▸ **Activity**
Pull every line containing "absolute" from the data.

____________________

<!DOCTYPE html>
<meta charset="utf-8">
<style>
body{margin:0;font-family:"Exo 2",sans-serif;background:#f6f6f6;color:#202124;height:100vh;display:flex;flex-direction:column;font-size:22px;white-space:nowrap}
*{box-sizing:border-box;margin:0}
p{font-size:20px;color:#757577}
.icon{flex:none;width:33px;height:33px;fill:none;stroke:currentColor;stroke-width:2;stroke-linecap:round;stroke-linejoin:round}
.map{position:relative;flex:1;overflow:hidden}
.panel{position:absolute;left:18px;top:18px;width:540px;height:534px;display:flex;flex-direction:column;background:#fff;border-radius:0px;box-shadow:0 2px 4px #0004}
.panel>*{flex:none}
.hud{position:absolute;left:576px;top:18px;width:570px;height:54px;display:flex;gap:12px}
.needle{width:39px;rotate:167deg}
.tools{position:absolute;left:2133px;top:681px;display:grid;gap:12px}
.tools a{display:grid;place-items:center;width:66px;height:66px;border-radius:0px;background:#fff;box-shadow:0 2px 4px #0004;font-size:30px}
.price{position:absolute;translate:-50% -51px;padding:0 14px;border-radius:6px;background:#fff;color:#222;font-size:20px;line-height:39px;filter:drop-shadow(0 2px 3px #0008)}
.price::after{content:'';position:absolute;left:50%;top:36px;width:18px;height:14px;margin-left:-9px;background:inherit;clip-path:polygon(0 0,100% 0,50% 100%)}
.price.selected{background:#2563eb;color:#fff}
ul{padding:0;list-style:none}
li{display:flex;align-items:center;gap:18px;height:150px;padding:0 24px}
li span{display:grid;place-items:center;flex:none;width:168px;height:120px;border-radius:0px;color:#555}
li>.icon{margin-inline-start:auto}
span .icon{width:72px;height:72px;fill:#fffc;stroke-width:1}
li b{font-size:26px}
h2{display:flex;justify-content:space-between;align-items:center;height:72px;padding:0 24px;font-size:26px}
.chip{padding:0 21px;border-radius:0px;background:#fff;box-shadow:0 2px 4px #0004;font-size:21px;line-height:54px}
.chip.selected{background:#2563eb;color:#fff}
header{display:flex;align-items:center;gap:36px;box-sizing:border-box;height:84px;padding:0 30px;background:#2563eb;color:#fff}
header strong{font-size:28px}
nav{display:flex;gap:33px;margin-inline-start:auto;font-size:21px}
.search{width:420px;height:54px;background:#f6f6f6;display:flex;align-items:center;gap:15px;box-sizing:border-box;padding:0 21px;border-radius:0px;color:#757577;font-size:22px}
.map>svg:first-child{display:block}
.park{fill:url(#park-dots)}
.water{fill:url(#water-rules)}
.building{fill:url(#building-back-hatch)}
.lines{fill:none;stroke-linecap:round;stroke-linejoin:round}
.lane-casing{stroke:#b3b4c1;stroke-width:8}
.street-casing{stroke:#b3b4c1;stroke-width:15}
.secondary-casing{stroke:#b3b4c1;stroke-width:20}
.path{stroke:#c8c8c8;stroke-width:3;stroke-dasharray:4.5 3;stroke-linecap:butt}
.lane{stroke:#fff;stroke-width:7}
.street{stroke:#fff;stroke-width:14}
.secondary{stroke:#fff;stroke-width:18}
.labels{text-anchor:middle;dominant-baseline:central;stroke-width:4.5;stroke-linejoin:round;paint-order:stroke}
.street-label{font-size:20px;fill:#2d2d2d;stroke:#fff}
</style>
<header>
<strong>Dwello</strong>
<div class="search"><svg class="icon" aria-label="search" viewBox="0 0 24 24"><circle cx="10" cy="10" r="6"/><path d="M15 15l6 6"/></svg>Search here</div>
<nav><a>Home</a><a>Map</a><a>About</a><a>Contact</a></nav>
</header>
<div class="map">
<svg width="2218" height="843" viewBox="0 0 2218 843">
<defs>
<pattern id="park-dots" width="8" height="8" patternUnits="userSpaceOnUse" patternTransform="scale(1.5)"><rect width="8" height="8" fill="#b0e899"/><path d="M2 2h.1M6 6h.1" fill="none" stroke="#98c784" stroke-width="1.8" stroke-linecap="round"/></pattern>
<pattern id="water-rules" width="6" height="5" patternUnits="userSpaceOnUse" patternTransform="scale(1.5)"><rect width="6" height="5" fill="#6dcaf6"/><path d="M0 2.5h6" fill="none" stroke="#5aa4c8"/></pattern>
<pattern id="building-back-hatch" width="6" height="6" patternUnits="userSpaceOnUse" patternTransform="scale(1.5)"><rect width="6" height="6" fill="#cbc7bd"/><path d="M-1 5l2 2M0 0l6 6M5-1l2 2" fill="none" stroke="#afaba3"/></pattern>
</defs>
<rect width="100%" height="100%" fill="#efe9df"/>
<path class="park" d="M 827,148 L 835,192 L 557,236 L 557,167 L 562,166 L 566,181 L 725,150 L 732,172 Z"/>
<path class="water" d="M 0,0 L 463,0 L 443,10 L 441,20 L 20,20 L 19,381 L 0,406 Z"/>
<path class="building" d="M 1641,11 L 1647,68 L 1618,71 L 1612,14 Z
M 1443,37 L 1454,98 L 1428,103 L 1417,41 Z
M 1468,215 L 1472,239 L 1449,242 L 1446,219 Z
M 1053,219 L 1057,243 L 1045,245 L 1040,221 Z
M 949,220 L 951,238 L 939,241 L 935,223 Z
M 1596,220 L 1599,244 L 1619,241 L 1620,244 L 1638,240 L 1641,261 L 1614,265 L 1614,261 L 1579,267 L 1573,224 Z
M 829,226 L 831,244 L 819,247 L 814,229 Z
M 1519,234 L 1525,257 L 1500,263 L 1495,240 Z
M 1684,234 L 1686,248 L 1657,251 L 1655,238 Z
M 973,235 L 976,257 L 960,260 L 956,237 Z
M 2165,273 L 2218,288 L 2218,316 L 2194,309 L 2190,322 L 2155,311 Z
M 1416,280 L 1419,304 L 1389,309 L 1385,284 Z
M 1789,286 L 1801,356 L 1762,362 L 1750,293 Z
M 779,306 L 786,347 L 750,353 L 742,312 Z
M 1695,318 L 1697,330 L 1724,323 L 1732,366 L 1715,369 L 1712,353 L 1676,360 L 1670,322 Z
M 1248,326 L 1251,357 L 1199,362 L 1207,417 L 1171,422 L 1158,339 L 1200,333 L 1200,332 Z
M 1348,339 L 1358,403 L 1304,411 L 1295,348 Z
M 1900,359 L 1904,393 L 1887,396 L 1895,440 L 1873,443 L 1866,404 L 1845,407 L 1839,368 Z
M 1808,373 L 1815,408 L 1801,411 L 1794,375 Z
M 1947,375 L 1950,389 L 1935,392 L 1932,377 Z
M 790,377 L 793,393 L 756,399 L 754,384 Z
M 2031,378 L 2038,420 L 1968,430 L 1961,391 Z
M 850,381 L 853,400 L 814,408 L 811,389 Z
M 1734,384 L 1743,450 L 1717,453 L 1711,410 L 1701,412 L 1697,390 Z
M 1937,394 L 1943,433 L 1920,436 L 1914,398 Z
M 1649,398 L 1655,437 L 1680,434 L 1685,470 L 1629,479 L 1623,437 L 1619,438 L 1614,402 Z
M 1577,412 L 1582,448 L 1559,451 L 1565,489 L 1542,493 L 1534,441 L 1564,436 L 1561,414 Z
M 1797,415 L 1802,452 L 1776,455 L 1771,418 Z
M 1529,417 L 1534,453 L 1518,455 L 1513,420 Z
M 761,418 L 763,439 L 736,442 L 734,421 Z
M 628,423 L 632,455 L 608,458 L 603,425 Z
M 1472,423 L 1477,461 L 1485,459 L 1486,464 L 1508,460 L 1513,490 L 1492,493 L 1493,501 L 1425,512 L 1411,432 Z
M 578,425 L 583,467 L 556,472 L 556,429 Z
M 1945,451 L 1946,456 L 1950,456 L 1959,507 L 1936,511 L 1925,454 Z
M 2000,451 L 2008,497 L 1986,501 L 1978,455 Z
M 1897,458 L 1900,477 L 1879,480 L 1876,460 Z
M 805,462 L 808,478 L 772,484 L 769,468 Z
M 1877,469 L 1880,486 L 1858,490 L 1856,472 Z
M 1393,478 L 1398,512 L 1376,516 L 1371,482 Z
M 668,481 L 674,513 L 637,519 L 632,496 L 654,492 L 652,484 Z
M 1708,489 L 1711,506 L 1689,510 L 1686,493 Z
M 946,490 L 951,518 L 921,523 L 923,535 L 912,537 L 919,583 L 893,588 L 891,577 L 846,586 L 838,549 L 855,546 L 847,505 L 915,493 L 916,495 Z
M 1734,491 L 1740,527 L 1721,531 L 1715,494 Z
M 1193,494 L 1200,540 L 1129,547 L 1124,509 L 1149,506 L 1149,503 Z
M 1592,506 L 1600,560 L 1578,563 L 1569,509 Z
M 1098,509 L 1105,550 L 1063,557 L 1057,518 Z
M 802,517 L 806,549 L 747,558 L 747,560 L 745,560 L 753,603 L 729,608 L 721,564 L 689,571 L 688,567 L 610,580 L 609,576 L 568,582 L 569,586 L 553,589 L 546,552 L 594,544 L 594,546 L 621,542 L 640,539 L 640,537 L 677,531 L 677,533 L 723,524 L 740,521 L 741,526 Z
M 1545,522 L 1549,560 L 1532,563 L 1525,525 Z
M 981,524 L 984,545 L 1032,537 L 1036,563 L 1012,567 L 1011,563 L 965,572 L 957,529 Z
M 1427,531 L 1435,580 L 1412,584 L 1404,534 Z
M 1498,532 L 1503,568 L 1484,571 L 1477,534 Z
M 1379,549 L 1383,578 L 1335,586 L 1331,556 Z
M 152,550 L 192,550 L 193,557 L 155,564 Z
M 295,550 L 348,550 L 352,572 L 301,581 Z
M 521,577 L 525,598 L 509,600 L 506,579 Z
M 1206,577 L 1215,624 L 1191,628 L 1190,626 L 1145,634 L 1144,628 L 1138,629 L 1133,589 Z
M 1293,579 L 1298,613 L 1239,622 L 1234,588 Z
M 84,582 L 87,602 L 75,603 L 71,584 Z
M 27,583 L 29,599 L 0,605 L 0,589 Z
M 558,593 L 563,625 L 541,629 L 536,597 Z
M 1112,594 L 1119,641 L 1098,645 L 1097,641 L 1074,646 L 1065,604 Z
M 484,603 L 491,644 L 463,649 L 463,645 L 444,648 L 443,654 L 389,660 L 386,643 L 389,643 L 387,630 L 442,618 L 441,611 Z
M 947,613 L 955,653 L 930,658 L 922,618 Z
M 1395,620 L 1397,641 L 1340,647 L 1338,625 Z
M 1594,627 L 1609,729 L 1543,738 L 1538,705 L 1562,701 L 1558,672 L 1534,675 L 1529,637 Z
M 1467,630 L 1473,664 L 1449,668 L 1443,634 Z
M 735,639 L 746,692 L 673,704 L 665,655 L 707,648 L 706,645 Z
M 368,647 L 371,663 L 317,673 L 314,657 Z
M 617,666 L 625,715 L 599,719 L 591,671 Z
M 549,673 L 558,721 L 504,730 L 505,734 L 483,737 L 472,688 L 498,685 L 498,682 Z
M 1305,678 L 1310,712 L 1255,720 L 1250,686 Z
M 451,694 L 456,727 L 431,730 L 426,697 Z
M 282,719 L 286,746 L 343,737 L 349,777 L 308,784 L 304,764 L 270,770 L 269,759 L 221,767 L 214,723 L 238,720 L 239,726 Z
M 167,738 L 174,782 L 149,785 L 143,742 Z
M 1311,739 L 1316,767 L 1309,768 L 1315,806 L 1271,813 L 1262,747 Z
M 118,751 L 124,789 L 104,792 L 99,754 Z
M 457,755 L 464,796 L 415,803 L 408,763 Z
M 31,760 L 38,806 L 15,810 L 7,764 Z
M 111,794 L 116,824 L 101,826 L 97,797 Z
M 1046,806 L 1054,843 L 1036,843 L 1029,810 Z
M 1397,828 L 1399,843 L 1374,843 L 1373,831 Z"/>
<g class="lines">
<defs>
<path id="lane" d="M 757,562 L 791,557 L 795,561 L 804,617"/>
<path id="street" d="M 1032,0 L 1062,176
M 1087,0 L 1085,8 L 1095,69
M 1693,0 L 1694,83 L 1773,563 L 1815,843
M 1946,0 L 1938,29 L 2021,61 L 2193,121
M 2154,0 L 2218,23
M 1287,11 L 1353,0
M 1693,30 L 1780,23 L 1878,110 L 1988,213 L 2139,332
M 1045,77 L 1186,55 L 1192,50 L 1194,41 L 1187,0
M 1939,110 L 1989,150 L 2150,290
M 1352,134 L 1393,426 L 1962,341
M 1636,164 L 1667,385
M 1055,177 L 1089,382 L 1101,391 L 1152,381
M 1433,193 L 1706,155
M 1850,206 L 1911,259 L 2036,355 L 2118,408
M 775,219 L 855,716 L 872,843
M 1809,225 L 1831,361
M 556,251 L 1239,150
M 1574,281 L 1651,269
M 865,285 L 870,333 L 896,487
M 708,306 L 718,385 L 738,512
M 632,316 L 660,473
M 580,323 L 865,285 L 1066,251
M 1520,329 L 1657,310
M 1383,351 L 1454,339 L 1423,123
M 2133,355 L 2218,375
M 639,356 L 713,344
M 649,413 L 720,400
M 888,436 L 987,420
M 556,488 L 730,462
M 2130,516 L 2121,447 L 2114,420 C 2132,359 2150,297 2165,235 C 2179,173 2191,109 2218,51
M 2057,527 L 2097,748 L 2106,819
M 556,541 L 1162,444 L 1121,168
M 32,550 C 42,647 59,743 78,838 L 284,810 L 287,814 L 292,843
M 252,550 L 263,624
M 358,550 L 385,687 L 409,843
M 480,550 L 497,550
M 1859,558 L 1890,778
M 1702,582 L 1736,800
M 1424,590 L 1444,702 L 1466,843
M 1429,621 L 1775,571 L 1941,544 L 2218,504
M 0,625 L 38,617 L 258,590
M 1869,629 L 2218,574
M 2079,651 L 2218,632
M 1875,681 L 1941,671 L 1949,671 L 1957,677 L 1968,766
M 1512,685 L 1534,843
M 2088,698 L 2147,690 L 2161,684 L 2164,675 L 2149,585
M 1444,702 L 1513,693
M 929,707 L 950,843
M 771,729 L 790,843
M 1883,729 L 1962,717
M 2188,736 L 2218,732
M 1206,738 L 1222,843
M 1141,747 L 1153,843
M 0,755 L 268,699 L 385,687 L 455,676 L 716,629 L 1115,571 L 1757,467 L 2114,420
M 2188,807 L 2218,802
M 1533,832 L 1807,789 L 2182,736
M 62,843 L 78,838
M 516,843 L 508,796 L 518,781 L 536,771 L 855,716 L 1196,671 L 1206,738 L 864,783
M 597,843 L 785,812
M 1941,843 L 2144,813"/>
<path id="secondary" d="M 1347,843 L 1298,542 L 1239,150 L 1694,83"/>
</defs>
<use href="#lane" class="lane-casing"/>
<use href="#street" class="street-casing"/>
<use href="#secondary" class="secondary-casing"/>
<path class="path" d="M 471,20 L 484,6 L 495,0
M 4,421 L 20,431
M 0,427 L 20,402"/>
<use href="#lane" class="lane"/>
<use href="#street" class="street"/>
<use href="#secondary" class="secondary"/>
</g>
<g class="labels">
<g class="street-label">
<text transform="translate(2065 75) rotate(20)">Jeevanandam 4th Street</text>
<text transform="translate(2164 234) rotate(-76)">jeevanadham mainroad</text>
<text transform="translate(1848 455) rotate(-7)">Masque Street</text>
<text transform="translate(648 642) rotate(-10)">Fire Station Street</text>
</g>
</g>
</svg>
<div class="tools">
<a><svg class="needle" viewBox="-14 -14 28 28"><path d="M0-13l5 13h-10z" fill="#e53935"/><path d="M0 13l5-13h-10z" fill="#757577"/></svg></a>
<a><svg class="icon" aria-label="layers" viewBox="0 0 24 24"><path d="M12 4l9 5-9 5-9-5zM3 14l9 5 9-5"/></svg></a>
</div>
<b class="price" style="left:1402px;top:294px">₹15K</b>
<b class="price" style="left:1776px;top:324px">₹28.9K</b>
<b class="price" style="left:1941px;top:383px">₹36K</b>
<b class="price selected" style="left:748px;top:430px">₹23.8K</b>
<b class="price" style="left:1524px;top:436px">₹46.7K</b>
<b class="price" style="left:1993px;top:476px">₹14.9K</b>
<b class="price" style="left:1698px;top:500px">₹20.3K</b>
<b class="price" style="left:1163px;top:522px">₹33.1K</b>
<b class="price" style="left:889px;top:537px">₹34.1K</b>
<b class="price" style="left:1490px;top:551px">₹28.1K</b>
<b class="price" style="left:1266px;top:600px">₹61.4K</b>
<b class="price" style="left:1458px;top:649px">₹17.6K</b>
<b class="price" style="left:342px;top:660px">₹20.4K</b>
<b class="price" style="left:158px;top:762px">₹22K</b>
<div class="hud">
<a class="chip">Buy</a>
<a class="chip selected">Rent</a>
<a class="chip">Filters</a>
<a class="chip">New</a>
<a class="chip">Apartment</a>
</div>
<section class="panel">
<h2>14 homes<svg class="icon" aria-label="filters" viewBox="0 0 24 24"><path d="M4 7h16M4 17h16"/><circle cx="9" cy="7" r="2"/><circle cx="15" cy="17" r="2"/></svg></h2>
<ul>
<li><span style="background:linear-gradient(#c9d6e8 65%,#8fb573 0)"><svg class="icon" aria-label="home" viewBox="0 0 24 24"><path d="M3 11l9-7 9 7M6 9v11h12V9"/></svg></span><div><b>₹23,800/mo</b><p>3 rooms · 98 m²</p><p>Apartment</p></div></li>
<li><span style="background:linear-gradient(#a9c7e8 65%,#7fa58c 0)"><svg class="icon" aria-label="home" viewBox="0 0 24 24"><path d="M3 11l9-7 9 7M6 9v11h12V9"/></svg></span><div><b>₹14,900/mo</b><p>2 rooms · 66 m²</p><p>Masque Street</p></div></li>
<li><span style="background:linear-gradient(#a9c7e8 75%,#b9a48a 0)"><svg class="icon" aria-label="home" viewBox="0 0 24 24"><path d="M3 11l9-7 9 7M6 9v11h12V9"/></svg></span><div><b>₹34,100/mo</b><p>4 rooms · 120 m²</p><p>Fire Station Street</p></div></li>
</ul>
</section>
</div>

____________________

▸ **Answer to this task**
.panel{position:absolute;left:18px;top:18px;width:540px;height:534px;display:flex;flex-direction:column;background:#fff;border-radius:0px;box-shadow:0 2px 4px #0004}
.hud{position:absolute;left:576px;top:18px;width:570px;height:54px;display:flex;gap:12px}
.tools{position:absolute;left:2133px;top:681px;display:grid;gap:12px}
.price{position:absolute;translate:-50% -51px;padding:0 14px;border-radius:6px;background:#fff;color:#222;font-size:20px;line-height:39px;filter:drop-shadow(0 2px 3px #0008)}
.price::after{content:'';position:absolute;left:50%;top:36px;width:18px;height:14px;margin-left:-9px;background:inherit;clip-path:polygon(0 0,100% 0,50% 100%)}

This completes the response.